(Stored data)
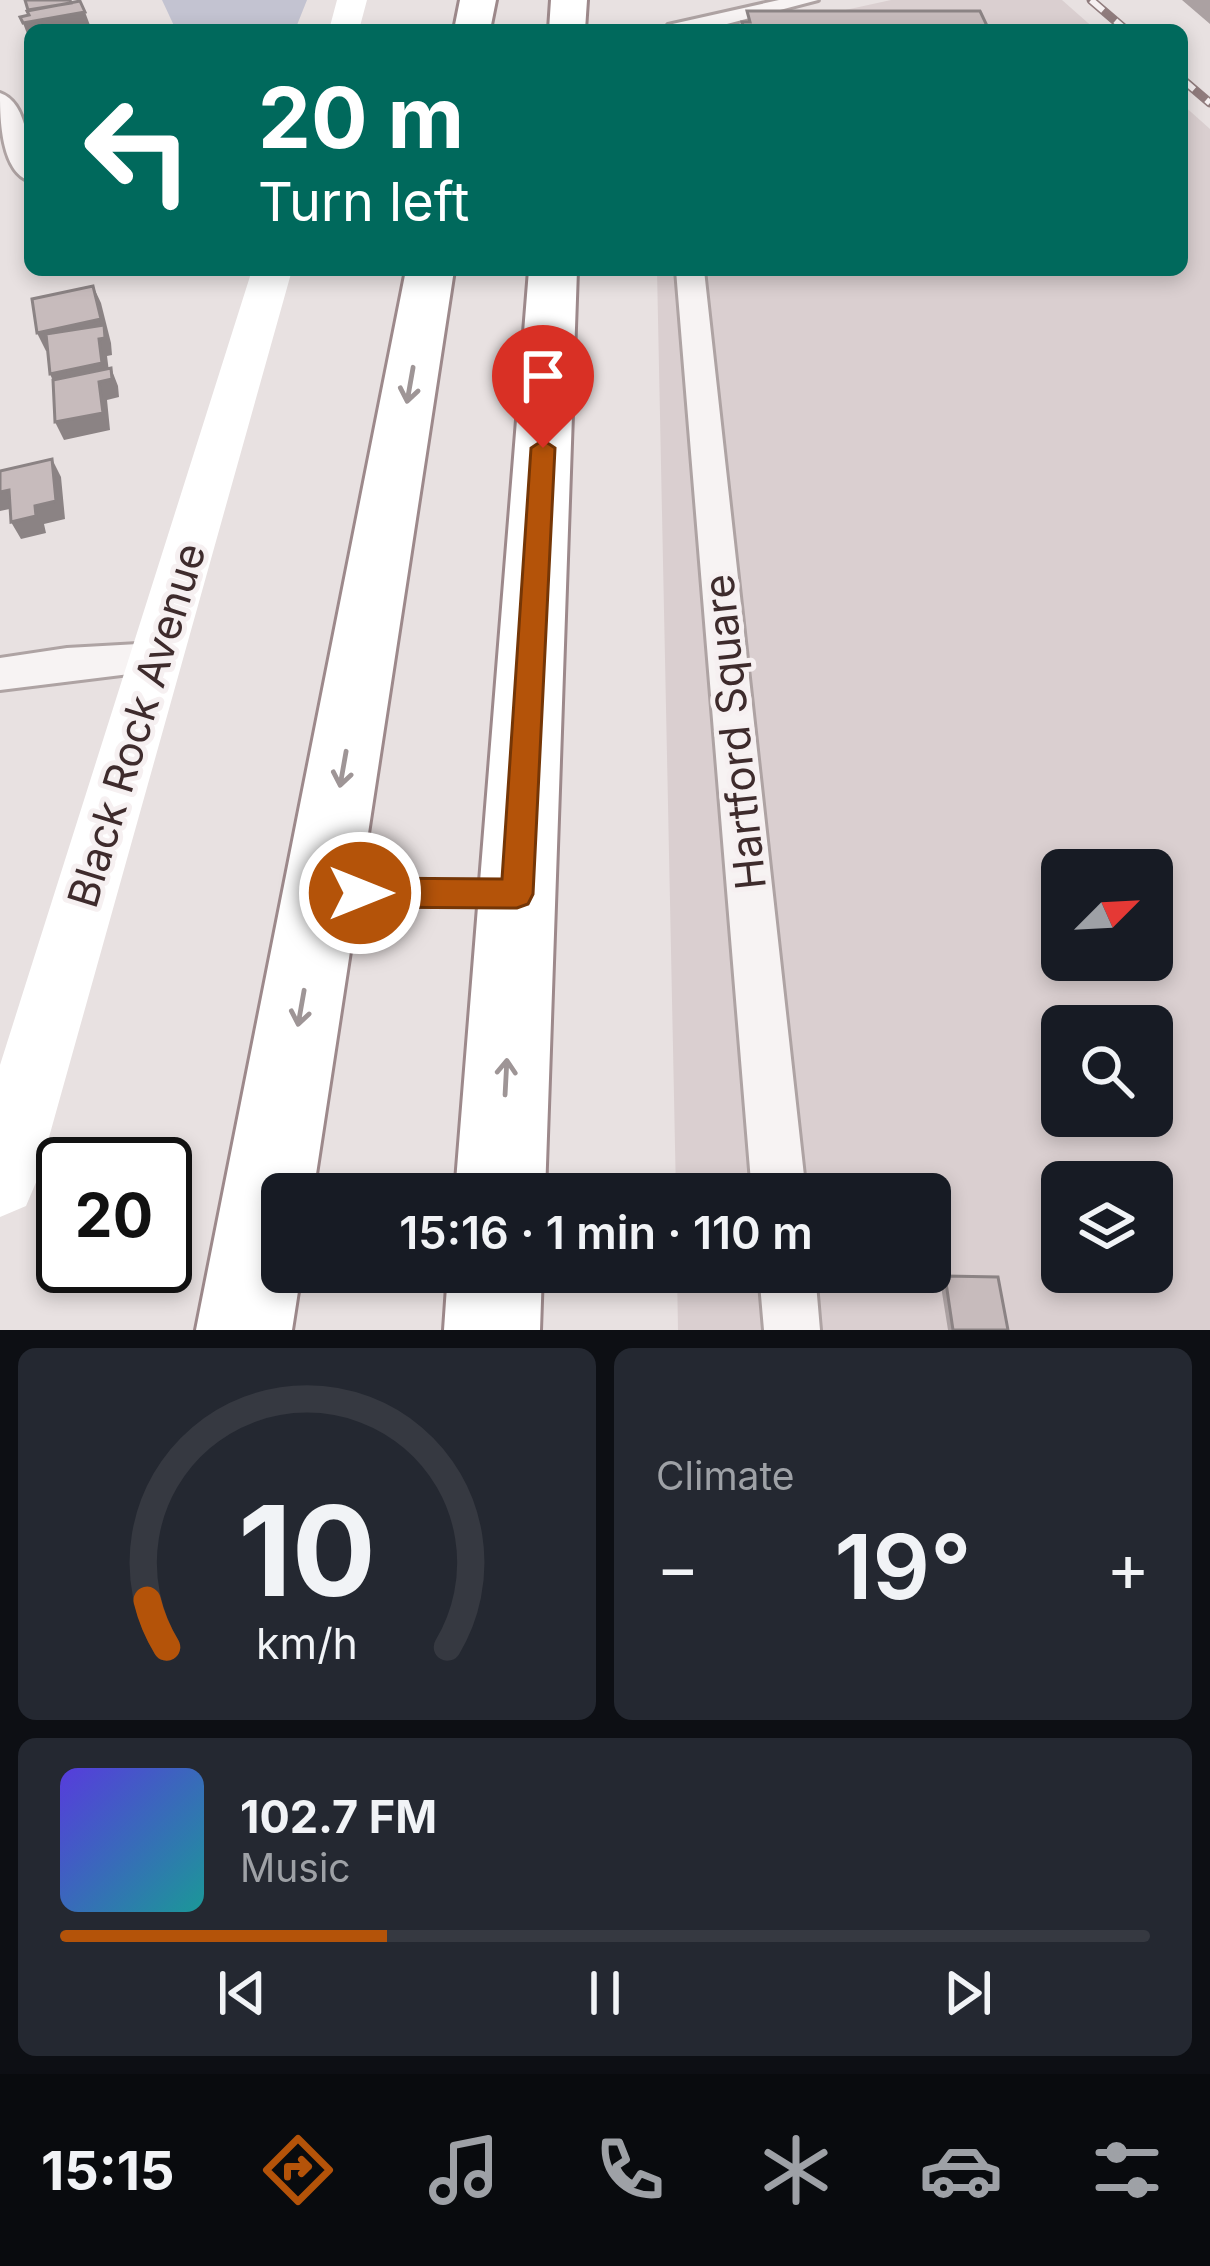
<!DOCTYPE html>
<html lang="en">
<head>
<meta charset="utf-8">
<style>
	:root { --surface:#171b24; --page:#242831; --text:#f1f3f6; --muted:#9ea1a6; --line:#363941; --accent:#b45309 }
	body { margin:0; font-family:Inter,sans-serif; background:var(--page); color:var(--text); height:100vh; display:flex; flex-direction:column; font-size:45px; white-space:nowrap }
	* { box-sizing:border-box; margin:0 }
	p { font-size:39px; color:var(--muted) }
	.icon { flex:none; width:66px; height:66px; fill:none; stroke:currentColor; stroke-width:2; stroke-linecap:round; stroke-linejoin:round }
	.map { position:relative; height:1330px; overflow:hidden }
	.panel { display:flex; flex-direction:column; gap:18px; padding:18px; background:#0d0f14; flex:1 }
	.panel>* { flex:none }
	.guide { position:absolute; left:24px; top:24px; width:1164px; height:252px; border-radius:18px; box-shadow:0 6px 18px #0003; background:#00695c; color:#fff; overflow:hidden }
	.needle { width:78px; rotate:66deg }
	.fabs { position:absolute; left:1041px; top:849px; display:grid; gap:24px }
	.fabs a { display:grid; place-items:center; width:132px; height:132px; border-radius:18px; background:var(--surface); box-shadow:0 6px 18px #0003; font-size:60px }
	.speed { position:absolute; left:36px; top:1137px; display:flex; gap:24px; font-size:60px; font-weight:700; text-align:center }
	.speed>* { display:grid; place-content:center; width:156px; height:156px; border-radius:50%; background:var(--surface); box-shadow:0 6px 18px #0003; line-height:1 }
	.speed .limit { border:6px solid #111; border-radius:18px; background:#fff; color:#111 }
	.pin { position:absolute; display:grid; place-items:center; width:102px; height:102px; color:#fff; margin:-123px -51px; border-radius:50% 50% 50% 0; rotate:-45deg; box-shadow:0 0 12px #0007 }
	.pin .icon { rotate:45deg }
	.me { position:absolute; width:132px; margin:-66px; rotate:90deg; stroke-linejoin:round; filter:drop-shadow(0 0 9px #0008) }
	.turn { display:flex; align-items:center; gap:42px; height:252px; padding:0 36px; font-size:54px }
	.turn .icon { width:156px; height:156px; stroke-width:2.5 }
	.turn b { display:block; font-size:84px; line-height:102px }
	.big { font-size:90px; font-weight:600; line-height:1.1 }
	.panel .tile { flex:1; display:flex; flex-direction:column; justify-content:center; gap:18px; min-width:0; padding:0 42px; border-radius:18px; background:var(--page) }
	.panel .dial { align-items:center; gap:0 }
	.dial svg { height:312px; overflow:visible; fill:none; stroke:var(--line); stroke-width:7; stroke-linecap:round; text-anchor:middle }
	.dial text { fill:var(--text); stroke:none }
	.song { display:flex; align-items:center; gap:36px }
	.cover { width:144px; height:144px; border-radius:18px; background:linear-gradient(135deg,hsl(250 70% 55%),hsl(180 70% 35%)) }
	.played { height:12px; border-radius:6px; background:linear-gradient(90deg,var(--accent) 30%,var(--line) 30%) }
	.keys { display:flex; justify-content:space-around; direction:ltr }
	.heat { display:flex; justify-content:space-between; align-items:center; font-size:66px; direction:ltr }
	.panel .tiles { flex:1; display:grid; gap:18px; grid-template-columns:1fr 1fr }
	.tile:last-child { grid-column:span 2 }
	.trip { position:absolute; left:261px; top:1173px; width:690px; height:120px; border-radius:18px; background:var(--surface); box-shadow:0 6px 18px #0003; font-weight:600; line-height:120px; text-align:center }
	.dock { display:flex; height:192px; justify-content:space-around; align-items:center; background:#090b0e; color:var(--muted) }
	.dock .icon { width:84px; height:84px }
	.dock .on { color:var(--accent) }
	.dock b { font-size:54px; color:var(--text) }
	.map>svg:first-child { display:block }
	.built { fill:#dacfd0; fill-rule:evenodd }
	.green { fill:#c3c3d1 }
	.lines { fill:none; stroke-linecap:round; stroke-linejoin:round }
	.lane-casing { stroke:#aea3a3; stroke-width:6 }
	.street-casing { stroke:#aea3a3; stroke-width:6 }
	.highway-casing { stroke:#9d898b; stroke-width:6 }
	.lane { fill:#f7f3f3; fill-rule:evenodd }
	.street { fill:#f7f3f3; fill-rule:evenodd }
	.secondary { fill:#fff; fill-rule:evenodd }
	.highway { fill:#fff; fill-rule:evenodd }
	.rail-casing { stroke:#907c7d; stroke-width:9 }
	.rail { stroke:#f6f0f1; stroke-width:6; stroke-dasharray:16; stroke-linecap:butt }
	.wall { fill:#aba1a2 }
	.shaded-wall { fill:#8b8384 }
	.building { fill:#c7bbbc; stroke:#8b8384; stroke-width:3 }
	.oneway { stroke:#9e9596 }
	.route { fill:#b45309; stroke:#753606; stroke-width:3 }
	.labels { text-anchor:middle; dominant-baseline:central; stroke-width:10; stroke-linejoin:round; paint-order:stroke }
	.street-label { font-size:42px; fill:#3e2b2c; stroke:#f6f0f1 }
</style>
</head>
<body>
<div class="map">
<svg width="1210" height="1330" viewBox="0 0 1210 1330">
	<rect width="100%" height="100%" fill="#e8e1e1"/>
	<path class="built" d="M 891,0 L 1062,0 L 1096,30 L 754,30 Z
		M 1182,104 L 1210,129 L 1210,1330 L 678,1330 L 677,1272 L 930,1272 L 930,1194 L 676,1194 L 657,270 L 1182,270 ZM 1062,870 L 1152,870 L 1152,960 L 1062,960 ZM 1062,1026 L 1152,1026 L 1152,1116 L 1062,1116 ZM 1062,1182 L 1152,1182 L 1152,1272 L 1062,1272 Z"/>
	<path class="green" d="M 162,0 L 307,0 L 295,30 L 176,30 Z"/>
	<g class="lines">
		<defs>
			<path id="lane" d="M 338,883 L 502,884 L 509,887 L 512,894 L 509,901 L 502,904 L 338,903 L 331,900 L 328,893 L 331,886 Z"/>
			<path id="street" d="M 779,0 L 818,0 L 704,30 L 665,30 L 668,25 Z
				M 0,93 C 29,103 30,155 30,181 C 1,172 0,118 0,93 Z
				M 676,270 L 704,270 L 806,1194 L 752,1194 Z
				M 156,643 L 170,647 L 175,658 L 170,669 L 0,690 L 0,658 L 67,648 Z
				M 759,1272 L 815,1272 L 820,1330 L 764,1330 Z"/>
			<path id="highway" d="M 460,0 L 496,0 L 490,30 L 454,30 Z
				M 551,0 L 587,0 L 585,30 L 549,30 Z
				M 406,270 L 454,270 L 313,1194 L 282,1194 L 282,1272 L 301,1272 L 292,1330 L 196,1330 Z
				M 529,270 L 577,270 L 545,1194 L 455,1194 Z
				M 448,1272 L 542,1272 L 540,1330 L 444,1330 Z"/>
		</defs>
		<use href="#lane" class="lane-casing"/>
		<use href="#street" class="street-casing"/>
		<use href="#highway" class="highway-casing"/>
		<use href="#lane" class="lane"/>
		<use href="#street" class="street"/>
		<path class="secondary" d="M 337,0 L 367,0 L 359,30 L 329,30 Z
			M 252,270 L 292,270 L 37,1180 L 26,1206 L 0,1217 L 0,1065 Z"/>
		<use href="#highway" class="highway"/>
		<defs>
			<path id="rail" d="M 1091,0 L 1126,30
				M 1182,79 L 1210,103"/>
		</defs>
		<use href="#rail" class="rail-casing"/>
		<use href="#rail" class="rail"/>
	</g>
	<path class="wall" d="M 1182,0 L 1210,0 L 1210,24 Z
		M 945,1276 L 1008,1330 L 948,1330 L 940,1280 Z"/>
	<path class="shaded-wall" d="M 85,12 L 91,28 L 80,30 L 30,30 L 29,39 L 23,23 Z
		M 93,286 L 101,303 L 111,343 L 112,355 L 107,356 L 110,380 L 111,368 L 118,386 L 119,397 L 107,400 L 110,430 L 64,440 L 55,422 L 58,392 L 50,374 L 99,339 L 105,338 L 46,351 L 37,333 Z
		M 52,459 L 61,477 L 65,519 L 44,524 L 46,533 L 21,539 L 11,522 L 35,506 Z
		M 9,490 L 19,507 L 0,511 L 0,492 Z"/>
	<path class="building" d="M 25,0 L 70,0 L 71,3 L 28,10 Z
		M 80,1 L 85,12 L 23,23 L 20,17 L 29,15 L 27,11 Z
		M 747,11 L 980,11 L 989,30 L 744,29 L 742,22 L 750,22 Z
		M 93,286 L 101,319 L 37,333 L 32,299 Z
		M 104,325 L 105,338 L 99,339 L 102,363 L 50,374 L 46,334 Z
		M 111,368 L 112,379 L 99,382 L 103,413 L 55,422 L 53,380 Z
		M 52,459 L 56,501 L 35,506 L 36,516 L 11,522 L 9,490 L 0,492 L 0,471 Z
		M 945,1276 L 998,1277 L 1008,1330 L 953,1330 Z"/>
	<defs><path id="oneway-shaft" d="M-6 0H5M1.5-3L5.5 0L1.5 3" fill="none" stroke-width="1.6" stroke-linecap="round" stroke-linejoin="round" transform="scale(3)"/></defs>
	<g class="oneway">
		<use href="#oneway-shaft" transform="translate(410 385) rotate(100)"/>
		<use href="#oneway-shaft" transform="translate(343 769) rotate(100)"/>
		<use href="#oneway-shaft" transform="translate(301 1008) rotate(100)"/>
		<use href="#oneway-shaft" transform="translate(506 1077) rotate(-87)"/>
	</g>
	<path class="route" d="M 543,440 L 555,448 L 533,894 L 528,904 L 517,908 L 360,907 L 349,903 L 344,893 L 349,883 L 360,878 L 502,879 L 531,448 Z"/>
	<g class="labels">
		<g class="street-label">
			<text transform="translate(136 725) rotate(-73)">Black Rock Avenue</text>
			<text transform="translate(734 732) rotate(-96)">Hartford Square</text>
		</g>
	</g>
</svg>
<div class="fabs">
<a><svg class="needle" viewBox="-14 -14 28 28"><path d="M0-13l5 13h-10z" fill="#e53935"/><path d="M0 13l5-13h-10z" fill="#9ea1a6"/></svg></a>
<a><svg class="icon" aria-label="search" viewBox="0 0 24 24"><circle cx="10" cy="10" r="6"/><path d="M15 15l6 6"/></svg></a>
<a><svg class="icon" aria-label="layers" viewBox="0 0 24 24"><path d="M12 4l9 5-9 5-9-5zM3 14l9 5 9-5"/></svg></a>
</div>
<div class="speed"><div class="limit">20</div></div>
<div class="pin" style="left:543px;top:448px;background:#d93025"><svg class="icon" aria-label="arrive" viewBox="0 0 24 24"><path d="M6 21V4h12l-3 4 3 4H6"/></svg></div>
<svg class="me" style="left:360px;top:893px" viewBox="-20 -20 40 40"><circle r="17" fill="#b45309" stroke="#fff" stroke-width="3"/><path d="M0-11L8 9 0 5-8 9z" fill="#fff"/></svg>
<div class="trip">15:16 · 1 min · 110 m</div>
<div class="guide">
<div class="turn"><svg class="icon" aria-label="left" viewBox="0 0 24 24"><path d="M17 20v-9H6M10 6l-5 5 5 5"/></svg><div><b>20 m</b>Turn left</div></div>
</div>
</div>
<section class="panel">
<div class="tiles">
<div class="tile dial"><svg viewBox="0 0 100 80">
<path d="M14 69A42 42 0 1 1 86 69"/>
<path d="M14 69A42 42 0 0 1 9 57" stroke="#b45309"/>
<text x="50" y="56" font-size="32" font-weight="700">10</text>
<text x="50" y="72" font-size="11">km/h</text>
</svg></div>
<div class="tile"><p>Climate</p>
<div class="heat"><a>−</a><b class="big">19°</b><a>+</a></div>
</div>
<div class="tile">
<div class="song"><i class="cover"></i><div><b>102.7 FM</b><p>Music</p></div></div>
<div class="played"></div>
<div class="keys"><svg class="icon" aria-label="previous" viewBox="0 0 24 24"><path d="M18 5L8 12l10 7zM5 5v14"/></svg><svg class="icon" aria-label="pause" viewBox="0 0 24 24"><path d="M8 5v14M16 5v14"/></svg><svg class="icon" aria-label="next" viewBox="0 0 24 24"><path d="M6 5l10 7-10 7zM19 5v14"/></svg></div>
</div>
</div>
</section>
<nav class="dock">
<b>15:15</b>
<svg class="icon on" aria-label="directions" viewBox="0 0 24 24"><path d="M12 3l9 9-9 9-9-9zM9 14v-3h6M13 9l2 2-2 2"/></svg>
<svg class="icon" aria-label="music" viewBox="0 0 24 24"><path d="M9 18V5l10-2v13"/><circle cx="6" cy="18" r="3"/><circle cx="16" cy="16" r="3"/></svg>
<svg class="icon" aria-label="phone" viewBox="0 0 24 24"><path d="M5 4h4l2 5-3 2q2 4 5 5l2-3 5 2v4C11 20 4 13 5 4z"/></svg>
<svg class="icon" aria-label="climate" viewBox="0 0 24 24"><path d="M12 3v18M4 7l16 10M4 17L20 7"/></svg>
<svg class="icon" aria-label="car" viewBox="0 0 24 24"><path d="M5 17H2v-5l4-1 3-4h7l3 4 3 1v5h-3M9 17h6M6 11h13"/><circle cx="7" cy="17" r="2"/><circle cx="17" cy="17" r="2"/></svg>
<svg class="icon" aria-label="filters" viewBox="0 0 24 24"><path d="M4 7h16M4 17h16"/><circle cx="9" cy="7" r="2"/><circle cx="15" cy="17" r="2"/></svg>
</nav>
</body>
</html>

_EXERCISE REQUIREMENTS_
Look through the entries above and find each line where the word "linear" occurs; copy those lines.

_ANSWER_
	.cover { width:144px; height:144px; border-radius:18px; background:linear-gradient(135deg,hsl(250 70% 55%),hsl(180 70% 35%)) }
	.played { height:12px; border-radius:6px; background:linear-gradient(90deg,var(--accent) 30%,var(--line) 30%) }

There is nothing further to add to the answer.